Rekord Muellera, Złoty But - "nie wiem, co jeszcze Lewandowski miałby zrobić"

Nasz wybitny reprezentant i były kolega Lewandowskiego z kadry podkreśla liczne osiągnięcia najlepszego obecnie polskiego piłkarza.

- Robert pobił rekord Gerda Muellera, który miał być wieczny [Lewandowski zdobył w sezonie Bundesligi 41 goli, o jednego więcej niż Mueller w rozgrywkach z lat 1971/1972 - red]. Pewnie zdobył Złotego Buta, utrzymał poziom z 2020 roku, gdy wygrał z Bayernem wszystko, co było do wygrania i wszędzie był królem strzelców. Strzela jak maszyna, jest niezawodny. No ja naprawdę nie wiem, co on jeszcze miałby zrobić, żeby dostać tę Złotą Piłkę - mówi Krzynówek.

Rysa. "Ale malutka"

Fani talentu Messiego podkreślają, że Argentyńczyk wygrał mistrzostwo swojego kontynentu, a Lewandowski z Polską szybko odpadł z mistrzostw Europy.

- Jedyną rysą na wizerunku Roberta faktycznie są wyniki z reprezentacją. Euro było dla Polski nieudane.

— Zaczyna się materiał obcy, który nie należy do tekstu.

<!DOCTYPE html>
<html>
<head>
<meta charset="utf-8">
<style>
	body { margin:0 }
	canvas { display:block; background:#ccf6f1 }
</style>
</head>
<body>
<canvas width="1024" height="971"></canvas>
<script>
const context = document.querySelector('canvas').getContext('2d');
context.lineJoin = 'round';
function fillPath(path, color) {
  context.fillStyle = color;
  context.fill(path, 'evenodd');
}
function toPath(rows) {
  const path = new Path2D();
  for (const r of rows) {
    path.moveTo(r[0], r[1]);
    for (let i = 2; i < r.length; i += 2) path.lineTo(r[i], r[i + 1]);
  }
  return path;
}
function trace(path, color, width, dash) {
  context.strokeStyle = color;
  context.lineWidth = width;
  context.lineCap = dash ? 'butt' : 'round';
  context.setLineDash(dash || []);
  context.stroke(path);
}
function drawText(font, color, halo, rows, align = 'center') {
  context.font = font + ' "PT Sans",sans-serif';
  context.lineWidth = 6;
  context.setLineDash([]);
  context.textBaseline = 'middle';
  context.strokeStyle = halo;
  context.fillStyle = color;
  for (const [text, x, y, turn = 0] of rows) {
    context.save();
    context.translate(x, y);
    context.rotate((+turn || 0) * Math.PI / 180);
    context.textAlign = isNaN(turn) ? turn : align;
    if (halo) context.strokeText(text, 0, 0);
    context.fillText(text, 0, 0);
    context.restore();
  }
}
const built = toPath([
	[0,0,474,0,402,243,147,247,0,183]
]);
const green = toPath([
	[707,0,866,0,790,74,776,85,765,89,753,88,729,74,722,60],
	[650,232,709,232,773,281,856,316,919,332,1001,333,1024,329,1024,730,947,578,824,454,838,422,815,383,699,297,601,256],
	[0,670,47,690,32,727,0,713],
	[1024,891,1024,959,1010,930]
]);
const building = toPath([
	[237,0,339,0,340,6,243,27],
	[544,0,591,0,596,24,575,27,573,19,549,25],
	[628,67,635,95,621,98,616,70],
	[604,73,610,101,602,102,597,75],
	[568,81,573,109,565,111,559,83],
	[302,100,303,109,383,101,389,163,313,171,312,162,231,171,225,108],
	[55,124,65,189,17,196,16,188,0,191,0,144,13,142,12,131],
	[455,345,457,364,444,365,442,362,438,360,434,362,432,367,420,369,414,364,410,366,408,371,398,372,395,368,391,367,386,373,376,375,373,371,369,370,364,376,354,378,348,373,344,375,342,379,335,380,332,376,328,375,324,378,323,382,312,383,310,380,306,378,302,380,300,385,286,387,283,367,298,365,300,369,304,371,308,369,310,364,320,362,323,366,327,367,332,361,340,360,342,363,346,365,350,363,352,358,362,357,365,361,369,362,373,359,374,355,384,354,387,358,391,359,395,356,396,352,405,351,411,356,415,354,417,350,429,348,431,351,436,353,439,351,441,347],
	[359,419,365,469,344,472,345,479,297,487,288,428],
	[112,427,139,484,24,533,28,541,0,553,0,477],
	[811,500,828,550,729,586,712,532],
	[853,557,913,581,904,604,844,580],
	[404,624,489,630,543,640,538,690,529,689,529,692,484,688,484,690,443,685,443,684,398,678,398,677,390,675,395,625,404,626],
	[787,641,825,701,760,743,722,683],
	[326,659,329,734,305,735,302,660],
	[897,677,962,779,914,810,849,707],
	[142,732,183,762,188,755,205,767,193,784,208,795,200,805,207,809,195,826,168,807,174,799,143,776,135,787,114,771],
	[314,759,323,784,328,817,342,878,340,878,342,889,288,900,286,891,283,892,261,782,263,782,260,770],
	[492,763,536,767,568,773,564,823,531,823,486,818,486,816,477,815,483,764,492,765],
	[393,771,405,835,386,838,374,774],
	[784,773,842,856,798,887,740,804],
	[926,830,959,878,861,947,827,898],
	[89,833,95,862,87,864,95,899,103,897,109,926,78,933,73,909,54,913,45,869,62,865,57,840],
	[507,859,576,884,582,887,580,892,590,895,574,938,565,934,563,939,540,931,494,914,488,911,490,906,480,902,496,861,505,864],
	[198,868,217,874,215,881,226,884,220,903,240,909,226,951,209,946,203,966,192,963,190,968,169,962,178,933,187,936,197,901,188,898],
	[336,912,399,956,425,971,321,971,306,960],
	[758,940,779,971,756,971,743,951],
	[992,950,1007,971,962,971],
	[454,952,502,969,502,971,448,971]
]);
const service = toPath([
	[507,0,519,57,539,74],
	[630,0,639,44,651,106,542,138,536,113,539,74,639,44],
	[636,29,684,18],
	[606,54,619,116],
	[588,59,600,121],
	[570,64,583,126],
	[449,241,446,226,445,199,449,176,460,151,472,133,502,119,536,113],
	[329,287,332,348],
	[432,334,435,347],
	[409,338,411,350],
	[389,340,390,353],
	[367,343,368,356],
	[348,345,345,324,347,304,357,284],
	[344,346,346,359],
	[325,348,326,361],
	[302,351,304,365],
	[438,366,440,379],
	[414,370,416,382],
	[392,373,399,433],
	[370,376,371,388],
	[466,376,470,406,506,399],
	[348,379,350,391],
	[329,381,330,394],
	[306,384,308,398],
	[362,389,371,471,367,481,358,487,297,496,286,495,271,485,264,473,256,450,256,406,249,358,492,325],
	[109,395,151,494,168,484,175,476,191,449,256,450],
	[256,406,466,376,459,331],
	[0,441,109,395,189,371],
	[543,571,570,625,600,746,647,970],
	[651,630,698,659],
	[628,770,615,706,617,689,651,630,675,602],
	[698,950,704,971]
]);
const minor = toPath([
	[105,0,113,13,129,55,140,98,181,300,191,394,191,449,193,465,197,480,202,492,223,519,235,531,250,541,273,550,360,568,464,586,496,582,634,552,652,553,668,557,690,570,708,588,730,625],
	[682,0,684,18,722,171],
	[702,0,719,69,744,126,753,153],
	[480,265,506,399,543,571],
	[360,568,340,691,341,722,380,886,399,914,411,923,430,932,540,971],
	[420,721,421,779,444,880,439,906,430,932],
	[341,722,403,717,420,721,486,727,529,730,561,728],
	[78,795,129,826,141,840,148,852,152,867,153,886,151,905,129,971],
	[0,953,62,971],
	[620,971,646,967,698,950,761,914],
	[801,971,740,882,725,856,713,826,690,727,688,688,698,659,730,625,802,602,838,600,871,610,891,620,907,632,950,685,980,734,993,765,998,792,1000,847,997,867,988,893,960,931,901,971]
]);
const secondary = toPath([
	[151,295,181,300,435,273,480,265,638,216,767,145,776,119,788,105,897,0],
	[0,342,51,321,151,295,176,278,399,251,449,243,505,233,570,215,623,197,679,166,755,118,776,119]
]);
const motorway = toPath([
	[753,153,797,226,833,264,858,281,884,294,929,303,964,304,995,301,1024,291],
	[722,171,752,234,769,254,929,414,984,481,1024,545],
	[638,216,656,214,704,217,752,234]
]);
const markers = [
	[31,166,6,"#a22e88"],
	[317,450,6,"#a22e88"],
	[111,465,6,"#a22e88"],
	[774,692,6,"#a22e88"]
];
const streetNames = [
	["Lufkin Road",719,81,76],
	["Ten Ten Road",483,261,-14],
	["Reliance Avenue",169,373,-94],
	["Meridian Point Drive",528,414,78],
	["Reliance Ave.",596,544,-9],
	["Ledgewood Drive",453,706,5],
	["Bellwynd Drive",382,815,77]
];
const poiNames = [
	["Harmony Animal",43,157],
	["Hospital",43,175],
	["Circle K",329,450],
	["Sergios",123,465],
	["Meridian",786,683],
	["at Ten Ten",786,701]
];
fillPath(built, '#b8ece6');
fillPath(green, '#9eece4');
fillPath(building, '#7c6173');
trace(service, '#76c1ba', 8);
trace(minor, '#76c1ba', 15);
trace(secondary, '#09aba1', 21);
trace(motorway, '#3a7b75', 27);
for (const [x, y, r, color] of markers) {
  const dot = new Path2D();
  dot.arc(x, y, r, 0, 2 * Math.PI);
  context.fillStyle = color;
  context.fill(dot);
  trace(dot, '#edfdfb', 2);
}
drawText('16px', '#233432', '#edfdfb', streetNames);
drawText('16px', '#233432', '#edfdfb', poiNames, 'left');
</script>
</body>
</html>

Ale to jest malutka rysa, bo przecież indywidualnie Robert zrobił, co mógł - golem z Hiszpanią i dwoma golami ze Szwecją trzymał nas w turnieju do ostatniej minuty fazy grupowej. I chociaż szybko odpadliśmy, to Robert był chwalony, bo na to zapracował - podkreśla Krzynówek.

Więcej treści sportowych znajdziesz też na Gazeta.pl

"Le cabaret"

- Wyniki tego plebiscytu bardzo bolą. Robert może tylko znowu powiedzieć "le cabaret". Teraz jeszcze głośniej niż kilka lat wstecz - puentuje nasz były reprezentant.

Takim stwierdzeniem Lewandowski skomentował w social mediach wyniki Złotej Piłki z 2016 roku. Wtedy umieszczono go na dopiero 16. miejscu.

Drugie miejsce za rok 2021 to najlepszy wynik Polaka w historii. Za rok 1974 trzecie miejsce zajął Kazimierz Deyna, a za rok 1982 trzeci był Zbigniew Boniek.

- Ale drugie, a nie pierwsze miejsce dla Roberta jest niezrozumiałe. Tak, Messi wygrał Copa America, ale przecież od dłuższego czasu on się męczy, nic nie pokazuje. Porównując ostatnie pół roku, to gdzie mu teraz do Roberta? Mówię to z całym szacunkiem dla kariery Argentyńczyka. On się nie może odnaleźć w Paryżu, a Robert cały czas błyszczy w Bayernie, i w Bundeslidze, i w Lidze Mistrzów. Robert pokazuje skuteczność, technikę, zdobywa i ważne, i piękne bramki. On po prostu całkowicie zasłużył na nagrodę, której jednak mu nie dano. Jestem rozczarowany, do końca całym serduchem byłem za "Lewym" i miałem nadzieję, że mylą się ci, którzy informowali, że mają przecieki i wiedzą, że znów wygra Messi. Niestety, nie mylili się - podsumowuje Krzynówek.